It is pretty damn awesome being able to speak two languages fluently! Living in a country where they don’t speak my first language can be a bit tricky though. I have improved my English a lot since I moved to England, but there are moments I struggle being bilingual.
1. I mix languages up
One that might be slightly obvious, but it happens a lot! I switch between English and Dutch all the time, every single day. When I speak to my friends and family I obviously speak in Dutch, but when I go to class, go shopping or talk to my friends, I speak English. I do not have to translate every English word in my mind to Dutch anymore, I think in English and I think in Dutch but sometimes the “switch” doesn’t switch over quick enough and I speak Dutch when I want to speak English and vice versa. My boyfriend noticed that when I get scared or stressed I automatically get into the “Dutch-zone”, where I automatically speak Dutch. When he tickles me (which I absolutely hate) I shout “Nee, nee, nee, nee!” instead of “No, no, no, no!”. I guess it is and will always be my first language, my safety zone, but it’s funny how it works like that!
2. I forget which one’s which
This might sound very funny but sometimes, when I’m tired or not paying attention, I do not hear what’s English and what’s Dutch. Let me give you an example to explain it a bit better, cause I know it might sound a bit strange. The other day I was in Starbucks before my shift at the bar and wasn’t fully paying attention to what was happening around me. I heard people talk and it suddenly hit me that they were speaking in a language that I was incredibly familiar with. Were they speaking Dutch? But no, it was English. I think English has become so natural to me that I confuse it with Dutch because I’m so familiar with it now. You’d be surprised how often this has happened to me. (I love it with I’m right and they are actually Dutch tourists in Manchester!)
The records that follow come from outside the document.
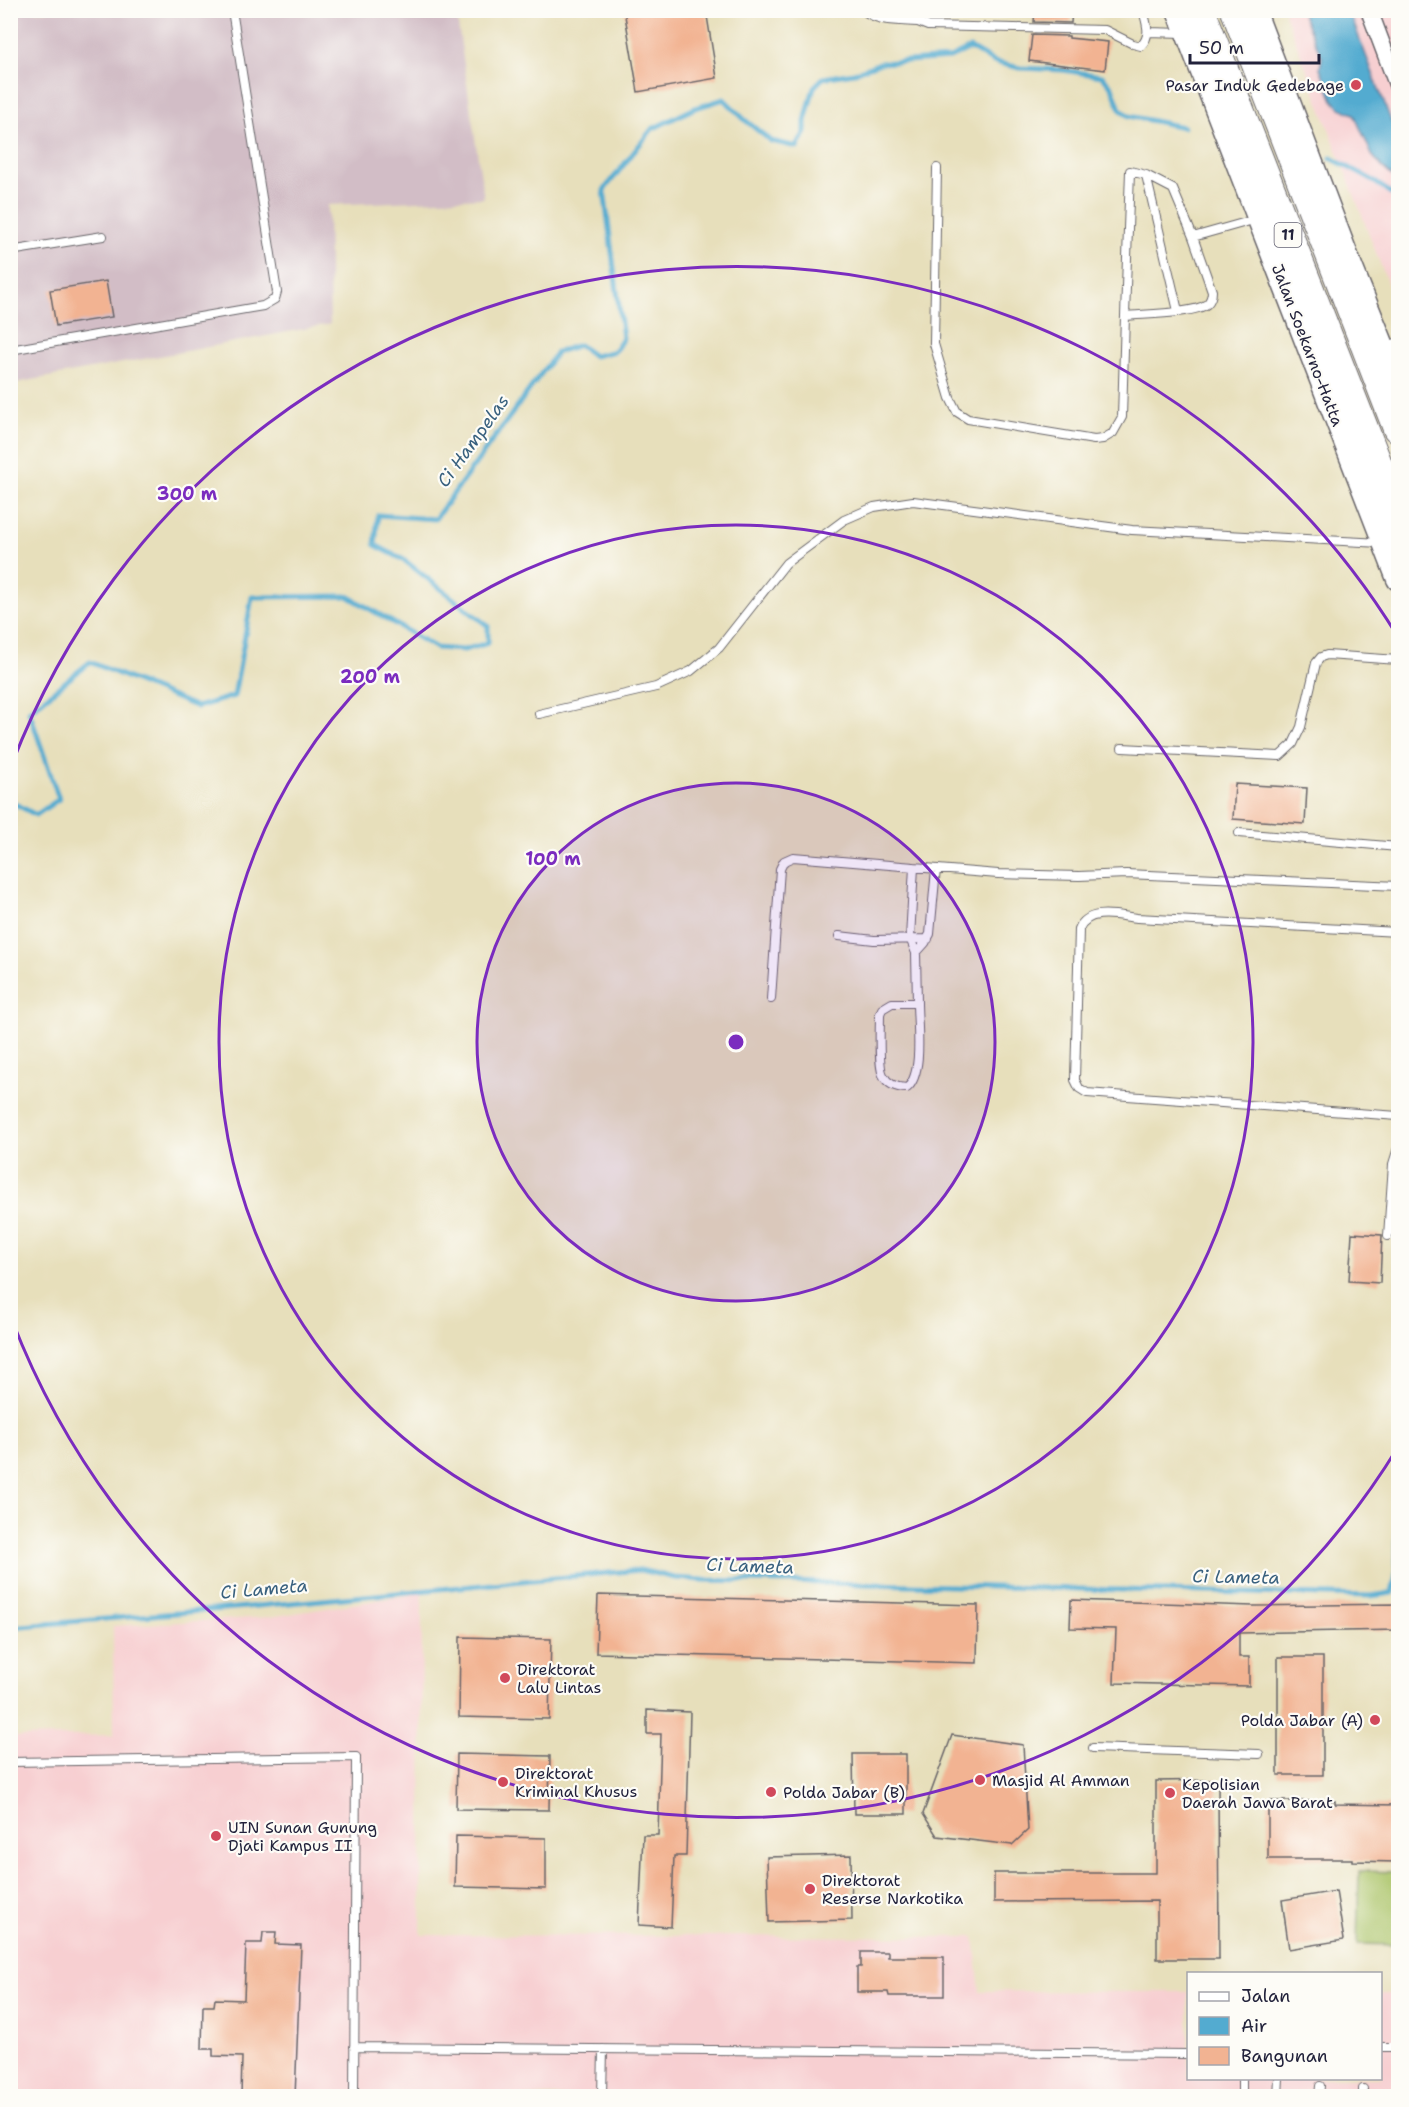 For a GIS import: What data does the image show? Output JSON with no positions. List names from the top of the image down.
{
  "streets": {
    "highway": ["11", "Jalan Soekarno-Hatta"]
  },
  "water": ["Ci Hampelas", "Ci Lameta"],
  "places": [
    "Pasar Induk Gedebage",
    "Direktorat Lalu Lintas",
    "Polda Jabar (A)",
    "Masjid Al Amman",
    "Direktorat Kriminal Khusus",
    "Polda Jabar (B)",
    "Kepolisian Daerah Jawa Barat",
    "UIN Sunan Gunung Djati Kampus II",
    "Direktorat Reserse Narkotika"
  ],
  "legend": ["Jalan", "Air", "Bangunan"],
  "scale_bar": "50 m",
  "rings": ["300 m", "200 m", "100 m"]
}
3. I’m forgetting my first language…
Because I live and study in England, English has become the language I use most in everyday life. I only speak Dutch on Whatsapp with my friends and Skype with my family and it makes it a bit hard to remember all those Dutch words… So much effort, right… When I call my parents I sometimes struggle to remember a specific word and especially the first day when I’m back home in the Netherlands I can’t always find the right words. Usually it’s fine after about a day, but it’s weird how your brain works like that. It kinda scares me because Dutch is home to me, I don’t want to lose that. But I’m confident I’ll never forget how to speak Dutch.
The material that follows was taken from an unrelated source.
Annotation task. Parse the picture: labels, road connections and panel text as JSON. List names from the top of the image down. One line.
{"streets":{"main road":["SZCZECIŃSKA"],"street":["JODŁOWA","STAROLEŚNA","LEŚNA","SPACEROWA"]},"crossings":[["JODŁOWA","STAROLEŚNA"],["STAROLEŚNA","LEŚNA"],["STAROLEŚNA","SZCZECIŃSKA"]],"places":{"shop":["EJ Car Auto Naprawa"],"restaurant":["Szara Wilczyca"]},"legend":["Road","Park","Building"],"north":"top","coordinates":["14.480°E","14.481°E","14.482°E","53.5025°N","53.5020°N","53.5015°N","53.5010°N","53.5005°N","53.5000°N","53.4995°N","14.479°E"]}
4. “Hey, you’re foreign? Say something in your language!”
As soon as people realise I am not English (which is usually pretty quick because I lack the British accent, although some people seem to think I’m American!), and find out that I’m from the Netherlands they ask me to say something in Dutch. I get that it’s very interesting and it’s kind of nice that they show interest in it, but they could at least give me something to translate!
5. My brain gets tired!
Speaking two languages on daily bases is incredibly tiring! When I get tired my English doesn’t always work the way I want it to work, I stick words together and forget vowels, but when I’m mentally tired from switching languages, it gets worse. The first few months in England were especially hard because I wasn’t used to speaking English that much. It’s definitely improved a lot over the last three years but sometimes it really does drain me.
Okay, okay, okay. I hope you understand this is a joke-y article. Yes, these things are kind of annoying but being bilingual is absolutely incredible. I has helped me in so many ways, it allowed me to do things I never could’ve imagined doing and I’ve spoken to so many interesting people I never could’ve spoken to otherwise. Being able to speak two languages has opened so many doors for me and I am a hundred percent sure it is going to influence a big part of my future too. Seeing how many positive effects it has had on my life makes me wish I paid more attention to French and German during high school, because even though I know the basics, I can’t have a conversation in either languages.
Seriously though, being bilingual has way more pros than these silly cons. It takes some effort but it will pay off!